▸ **Problem details**
Could you repeat the entries below exactly, but only from the line with "M 1010,475 L" through the line with "function stroke(path, color, width, dash)", and without any picture?

(Saved data entries)
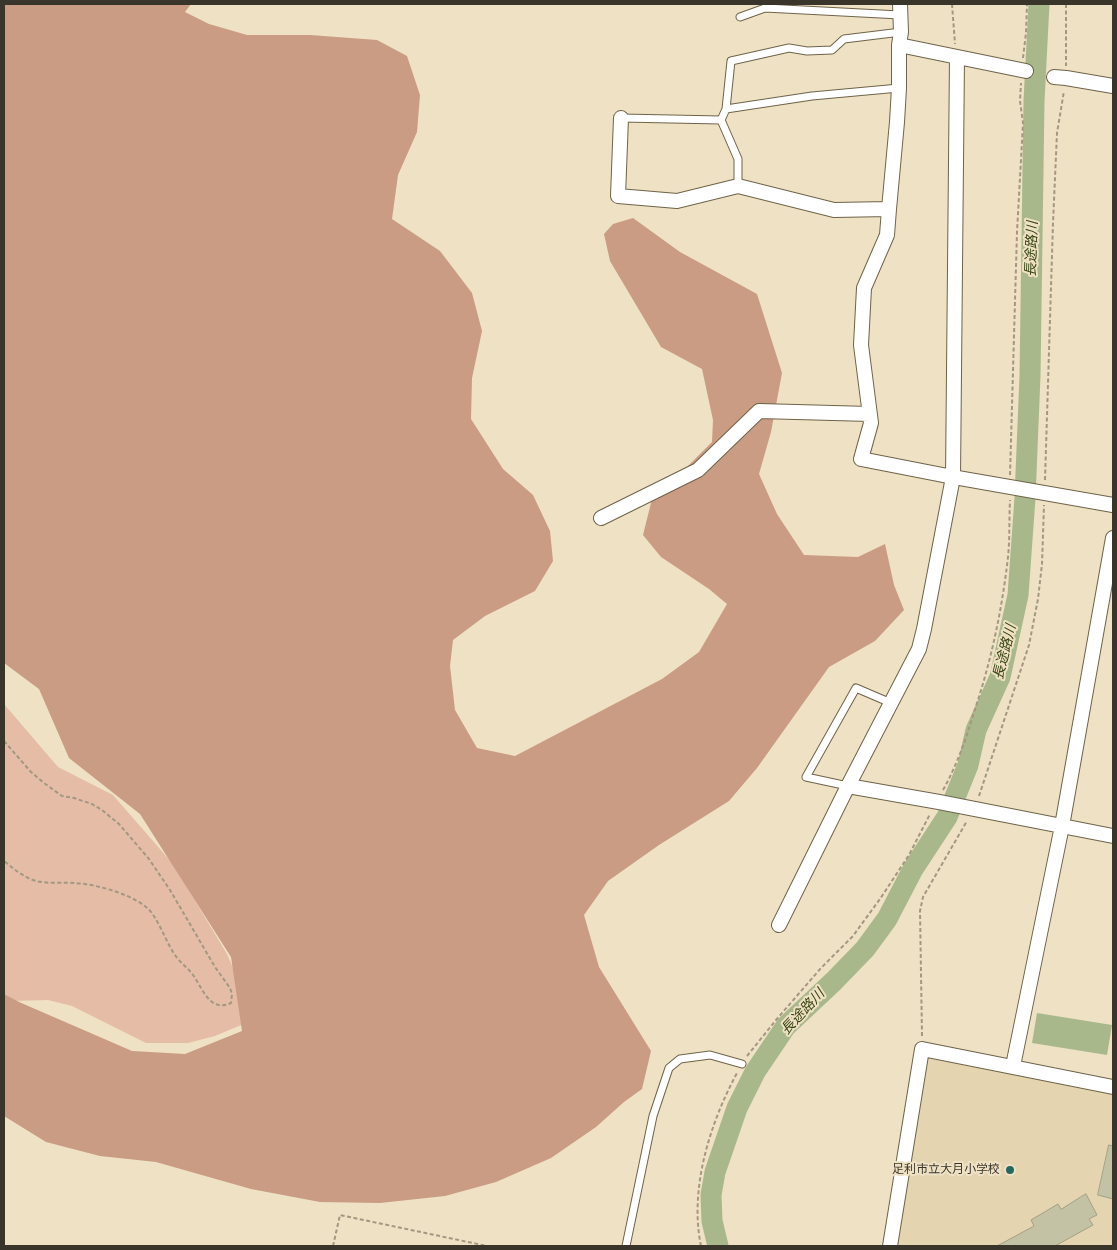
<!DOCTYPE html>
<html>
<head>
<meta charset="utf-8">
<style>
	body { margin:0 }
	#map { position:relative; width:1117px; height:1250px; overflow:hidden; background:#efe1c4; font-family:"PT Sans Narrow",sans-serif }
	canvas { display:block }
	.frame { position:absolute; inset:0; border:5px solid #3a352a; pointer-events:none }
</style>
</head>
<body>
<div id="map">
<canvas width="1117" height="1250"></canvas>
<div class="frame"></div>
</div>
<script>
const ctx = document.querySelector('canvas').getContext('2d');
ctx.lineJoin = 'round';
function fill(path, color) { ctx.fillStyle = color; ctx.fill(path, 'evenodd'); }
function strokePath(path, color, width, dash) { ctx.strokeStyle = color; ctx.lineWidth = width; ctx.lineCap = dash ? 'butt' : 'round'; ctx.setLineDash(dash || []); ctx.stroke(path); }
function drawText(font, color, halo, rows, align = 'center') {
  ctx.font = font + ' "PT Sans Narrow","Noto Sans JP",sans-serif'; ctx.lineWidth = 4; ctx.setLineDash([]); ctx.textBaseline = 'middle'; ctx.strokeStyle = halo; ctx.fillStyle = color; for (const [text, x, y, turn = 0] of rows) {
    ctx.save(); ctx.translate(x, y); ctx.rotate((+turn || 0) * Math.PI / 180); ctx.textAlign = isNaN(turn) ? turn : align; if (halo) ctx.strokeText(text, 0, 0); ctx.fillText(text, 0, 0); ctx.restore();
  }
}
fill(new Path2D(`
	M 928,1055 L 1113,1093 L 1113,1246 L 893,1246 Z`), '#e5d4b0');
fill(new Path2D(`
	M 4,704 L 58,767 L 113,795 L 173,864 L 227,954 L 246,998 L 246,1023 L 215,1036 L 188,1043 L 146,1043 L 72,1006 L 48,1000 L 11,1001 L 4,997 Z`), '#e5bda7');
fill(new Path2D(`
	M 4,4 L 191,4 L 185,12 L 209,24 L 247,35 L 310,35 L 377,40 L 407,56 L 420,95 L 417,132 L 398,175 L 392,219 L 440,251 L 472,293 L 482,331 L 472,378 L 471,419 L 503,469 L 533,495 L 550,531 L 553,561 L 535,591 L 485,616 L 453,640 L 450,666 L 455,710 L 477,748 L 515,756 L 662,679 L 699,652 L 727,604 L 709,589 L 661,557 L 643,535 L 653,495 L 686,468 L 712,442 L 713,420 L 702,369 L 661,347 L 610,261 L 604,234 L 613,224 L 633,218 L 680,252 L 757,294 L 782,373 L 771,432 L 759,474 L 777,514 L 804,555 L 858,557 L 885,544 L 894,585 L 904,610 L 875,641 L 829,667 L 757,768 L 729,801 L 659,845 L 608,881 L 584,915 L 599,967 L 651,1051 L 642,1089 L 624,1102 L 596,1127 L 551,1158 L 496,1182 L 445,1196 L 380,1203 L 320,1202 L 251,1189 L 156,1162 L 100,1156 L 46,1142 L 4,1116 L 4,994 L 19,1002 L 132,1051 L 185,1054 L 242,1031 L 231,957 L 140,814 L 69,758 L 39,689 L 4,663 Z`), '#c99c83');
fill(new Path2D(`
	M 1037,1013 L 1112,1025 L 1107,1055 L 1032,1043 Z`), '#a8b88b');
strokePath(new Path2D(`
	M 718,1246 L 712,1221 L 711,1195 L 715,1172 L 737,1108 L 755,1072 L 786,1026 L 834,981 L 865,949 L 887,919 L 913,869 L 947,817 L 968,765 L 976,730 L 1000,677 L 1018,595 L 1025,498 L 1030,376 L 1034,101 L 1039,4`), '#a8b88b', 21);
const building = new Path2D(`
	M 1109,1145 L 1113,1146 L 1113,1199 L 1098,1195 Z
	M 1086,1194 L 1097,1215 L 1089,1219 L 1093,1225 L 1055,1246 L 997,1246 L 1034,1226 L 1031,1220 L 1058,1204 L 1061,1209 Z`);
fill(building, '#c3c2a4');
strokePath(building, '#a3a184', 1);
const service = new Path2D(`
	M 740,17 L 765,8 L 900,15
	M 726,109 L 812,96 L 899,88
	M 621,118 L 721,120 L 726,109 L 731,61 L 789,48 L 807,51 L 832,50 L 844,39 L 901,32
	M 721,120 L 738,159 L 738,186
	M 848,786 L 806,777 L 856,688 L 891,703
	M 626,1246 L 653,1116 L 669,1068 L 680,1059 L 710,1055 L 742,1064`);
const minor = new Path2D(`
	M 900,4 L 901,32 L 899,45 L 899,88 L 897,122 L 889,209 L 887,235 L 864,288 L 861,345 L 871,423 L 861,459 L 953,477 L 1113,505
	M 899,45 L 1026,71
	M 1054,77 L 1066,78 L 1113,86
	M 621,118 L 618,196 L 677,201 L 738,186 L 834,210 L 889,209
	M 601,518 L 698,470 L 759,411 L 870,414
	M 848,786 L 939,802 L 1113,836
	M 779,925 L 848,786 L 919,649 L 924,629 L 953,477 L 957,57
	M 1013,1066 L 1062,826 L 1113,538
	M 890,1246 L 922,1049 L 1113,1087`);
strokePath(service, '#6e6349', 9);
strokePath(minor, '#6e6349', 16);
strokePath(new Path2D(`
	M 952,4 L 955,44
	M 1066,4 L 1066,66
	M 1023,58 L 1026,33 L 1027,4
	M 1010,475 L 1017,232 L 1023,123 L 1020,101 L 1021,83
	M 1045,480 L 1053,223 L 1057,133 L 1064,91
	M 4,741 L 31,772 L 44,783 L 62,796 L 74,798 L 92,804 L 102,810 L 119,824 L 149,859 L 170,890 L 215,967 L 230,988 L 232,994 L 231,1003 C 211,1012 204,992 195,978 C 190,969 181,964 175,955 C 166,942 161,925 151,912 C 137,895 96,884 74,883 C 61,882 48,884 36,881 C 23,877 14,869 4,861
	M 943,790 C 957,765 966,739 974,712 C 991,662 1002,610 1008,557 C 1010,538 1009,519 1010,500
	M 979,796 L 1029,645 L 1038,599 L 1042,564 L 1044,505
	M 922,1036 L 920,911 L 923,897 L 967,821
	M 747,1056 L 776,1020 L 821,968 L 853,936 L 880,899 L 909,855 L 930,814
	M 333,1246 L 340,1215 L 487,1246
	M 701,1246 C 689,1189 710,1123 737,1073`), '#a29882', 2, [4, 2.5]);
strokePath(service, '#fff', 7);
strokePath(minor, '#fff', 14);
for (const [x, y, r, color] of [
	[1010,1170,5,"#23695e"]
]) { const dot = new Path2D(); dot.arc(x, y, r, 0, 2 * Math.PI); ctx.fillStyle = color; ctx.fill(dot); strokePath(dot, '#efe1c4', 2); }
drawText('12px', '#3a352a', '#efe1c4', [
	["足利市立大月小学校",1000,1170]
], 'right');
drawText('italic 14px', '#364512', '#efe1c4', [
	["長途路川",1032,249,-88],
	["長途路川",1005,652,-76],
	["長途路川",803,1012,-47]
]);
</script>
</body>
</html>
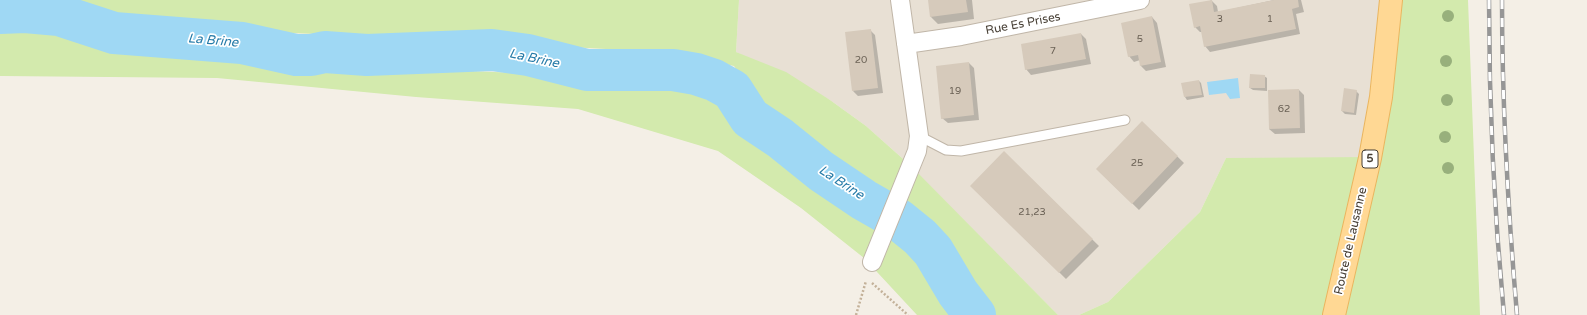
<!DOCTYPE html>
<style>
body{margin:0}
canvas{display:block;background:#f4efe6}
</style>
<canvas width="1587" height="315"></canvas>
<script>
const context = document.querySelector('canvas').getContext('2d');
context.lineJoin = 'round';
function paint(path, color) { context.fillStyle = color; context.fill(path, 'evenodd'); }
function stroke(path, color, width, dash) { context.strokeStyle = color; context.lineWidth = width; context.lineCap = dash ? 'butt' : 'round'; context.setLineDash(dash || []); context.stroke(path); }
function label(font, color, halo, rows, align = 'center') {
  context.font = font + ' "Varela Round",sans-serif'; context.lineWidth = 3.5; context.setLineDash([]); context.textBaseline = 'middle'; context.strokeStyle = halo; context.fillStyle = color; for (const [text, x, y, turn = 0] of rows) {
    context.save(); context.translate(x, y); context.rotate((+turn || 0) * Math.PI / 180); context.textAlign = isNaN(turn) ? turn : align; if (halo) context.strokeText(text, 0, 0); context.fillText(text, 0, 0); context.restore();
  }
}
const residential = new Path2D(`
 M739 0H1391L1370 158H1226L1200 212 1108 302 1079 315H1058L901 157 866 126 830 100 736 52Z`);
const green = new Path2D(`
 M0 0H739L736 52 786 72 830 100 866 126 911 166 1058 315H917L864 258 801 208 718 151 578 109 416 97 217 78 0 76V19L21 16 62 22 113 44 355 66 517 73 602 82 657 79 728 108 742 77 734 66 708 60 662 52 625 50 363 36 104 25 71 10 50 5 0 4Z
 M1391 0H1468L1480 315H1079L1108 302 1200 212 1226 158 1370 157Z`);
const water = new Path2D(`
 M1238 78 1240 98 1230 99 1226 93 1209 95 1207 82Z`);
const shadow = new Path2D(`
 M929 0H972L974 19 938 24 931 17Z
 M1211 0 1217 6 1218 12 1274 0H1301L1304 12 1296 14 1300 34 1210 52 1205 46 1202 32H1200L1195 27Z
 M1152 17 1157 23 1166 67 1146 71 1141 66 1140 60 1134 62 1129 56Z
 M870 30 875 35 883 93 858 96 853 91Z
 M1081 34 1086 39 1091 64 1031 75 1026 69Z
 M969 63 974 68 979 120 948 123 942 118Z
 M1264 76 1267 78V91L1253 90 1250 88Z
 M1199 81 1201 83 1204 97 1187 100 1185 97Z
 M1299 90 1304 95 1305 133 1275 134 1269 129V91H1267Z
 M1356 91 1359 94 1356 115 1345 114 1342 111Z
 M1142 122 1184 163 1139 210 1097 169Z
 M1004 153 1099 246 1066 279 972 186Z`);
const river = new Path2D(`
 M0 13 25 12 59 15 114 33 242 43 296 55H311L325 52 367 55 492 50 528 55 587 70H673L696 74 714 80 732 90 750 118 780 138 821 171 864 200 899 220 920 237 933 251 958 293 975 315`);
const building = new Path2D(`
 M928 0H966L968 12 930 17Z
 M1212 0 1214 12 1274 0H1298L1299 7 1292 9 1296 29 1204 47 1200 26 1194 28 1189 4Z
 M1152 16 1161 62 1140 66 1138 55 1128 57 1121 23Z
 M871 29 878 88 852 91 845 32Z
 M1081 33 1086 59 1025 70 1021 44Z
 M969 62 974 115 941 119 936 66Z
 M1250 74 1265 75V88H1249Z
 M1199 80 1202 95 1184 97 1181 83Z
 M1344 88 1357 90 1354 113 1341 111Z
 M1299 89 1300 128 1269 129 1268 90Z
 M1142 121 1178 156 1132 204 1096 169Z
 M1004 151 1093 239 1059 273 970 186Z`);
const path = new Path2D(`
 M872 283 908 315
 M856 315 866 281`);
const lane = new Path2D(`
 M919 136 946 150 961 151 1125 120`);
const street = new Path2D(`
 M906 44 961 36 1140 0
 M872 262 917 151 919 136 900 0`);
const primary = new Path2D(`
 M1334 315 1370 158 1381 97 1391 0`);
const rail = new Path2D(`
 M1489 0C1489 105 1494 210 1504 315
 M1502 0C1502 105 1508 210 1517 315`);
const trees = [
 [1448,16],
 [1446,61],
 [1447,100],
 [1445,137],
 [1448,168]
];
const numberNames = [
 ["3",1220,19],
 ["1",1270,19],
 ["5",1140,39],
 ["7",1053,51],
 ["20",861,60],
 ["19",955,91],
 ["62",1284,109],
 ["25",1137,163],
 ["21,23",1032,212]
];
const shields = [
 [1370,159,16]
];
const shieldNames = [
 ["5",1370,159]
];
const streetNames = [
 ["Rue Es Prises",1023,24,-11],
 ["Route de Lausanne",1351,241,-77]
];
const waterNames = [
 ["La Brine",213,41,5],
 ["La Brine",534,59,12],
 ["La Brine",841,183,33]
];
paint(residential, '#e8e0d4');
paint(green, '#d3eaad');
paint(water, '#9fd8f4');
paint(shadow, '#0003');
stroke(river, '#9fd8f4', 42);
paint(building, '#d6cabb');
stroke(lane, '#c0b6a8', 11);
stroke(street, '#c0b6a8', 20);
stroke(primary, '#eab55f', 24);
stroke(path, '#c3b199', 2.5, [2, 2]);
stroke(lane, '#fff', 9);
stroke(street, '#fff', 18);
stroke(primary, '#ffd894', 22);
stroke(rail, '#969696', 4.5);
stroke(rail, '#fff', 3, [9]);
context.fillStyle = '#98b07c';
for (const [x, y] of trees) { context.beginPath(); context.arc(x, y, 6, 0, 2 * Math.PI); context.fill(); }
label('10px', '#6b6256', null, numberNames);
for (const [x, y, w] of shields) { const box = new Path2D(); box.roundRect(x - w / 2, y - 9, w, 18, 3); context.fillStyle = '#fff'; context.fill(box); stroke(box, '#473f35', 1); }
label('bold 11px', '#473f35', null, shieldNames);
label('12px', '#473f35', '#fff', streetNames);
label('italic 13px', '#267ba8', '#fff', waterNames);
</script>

▸ **Solved problem**
	M 1010,475 L 1017,232 L 1023,123 L 1020,101 L 1021,83
	M 1045,480 L 1053,223 L 1057,133 L 1064,91
	M 4,741 L 31,772 L 44,783 L 62,796 L 74,798 L 92,804 L 102,810 L 119,824 L 149,859 L 170,890 L 215,967 L 230,988 L 232,994 L 231,1003 C 211,1012 204,992 195,978 C 190,969 181,964 175,955 C 166,942 161,925 151,912 C 137,895 96,884 74,883 C 61,882 48,884 36,881 C 23,877 14,869 4,861
	M 943,790 C 957,765 966,739 974,712 C 991,662 1002,610 1008,557 C 1010,538 1009,519 1010,500
	M 979,796 L 1029,645 L 1038,599 L 1042,564 L 1044,505
	M 922,1036 L 920,911 L 923,897 L 967,821
	M 747,1056 L 776,1020 L 821,968 L 853,936 L 880,899 L 909,855 L 930,814
	M 333,1246 L 340,1215 L 487,1246
	M 701,1246 C 689,1189 710,1123 737,1073`), '#a29882', 2, [4, 2.5]);
strokePath(service, '#fff', 7);
strokePath(minor, '#fff', 14);
for (const [x, y, r, color] of [
	[1010,1170,5,"#23695e"]
]) { const dot = new Path2D(); dot.arc(x, y, r, 0, 2 * Math.PI); ctx.fillStyle = color; ctx.fill(dot); strokePath(dot, '#efe1c4', 2); }
drawText('12px', '#3a352a', '#efe1c4', [
	["足利市立大月小学校",1000,1170]
], 'right');
drawText('italic 14px', '#364512', '#efe1c4', [
	["長途路川",1032,249,-88],
	["長途路川",1005,652,-76],
	["長途路川",803,1012,-47]
]);
</script>
</body>
</html>
<!DOCTYPE html>
<style>
body{margin:0}
canvas{display:block;background:#f4efe6}
</style>
<canvas width="1587" height="315"></canvas>
<script>
const context = document.querySelector('canvas').getContext('2d');
context.lineJoin = 'round';
function paint(path, color) { context.fillStyle = color; context.fill(path, 'evenodd'); }
function stroke(path, color, width, dash) { context.strokeStyle = color; context.lineWidth = width; context.lineCap = dash ? 'butt' : 'round'; context.setLineDash(dash || []); context.stroke(path); }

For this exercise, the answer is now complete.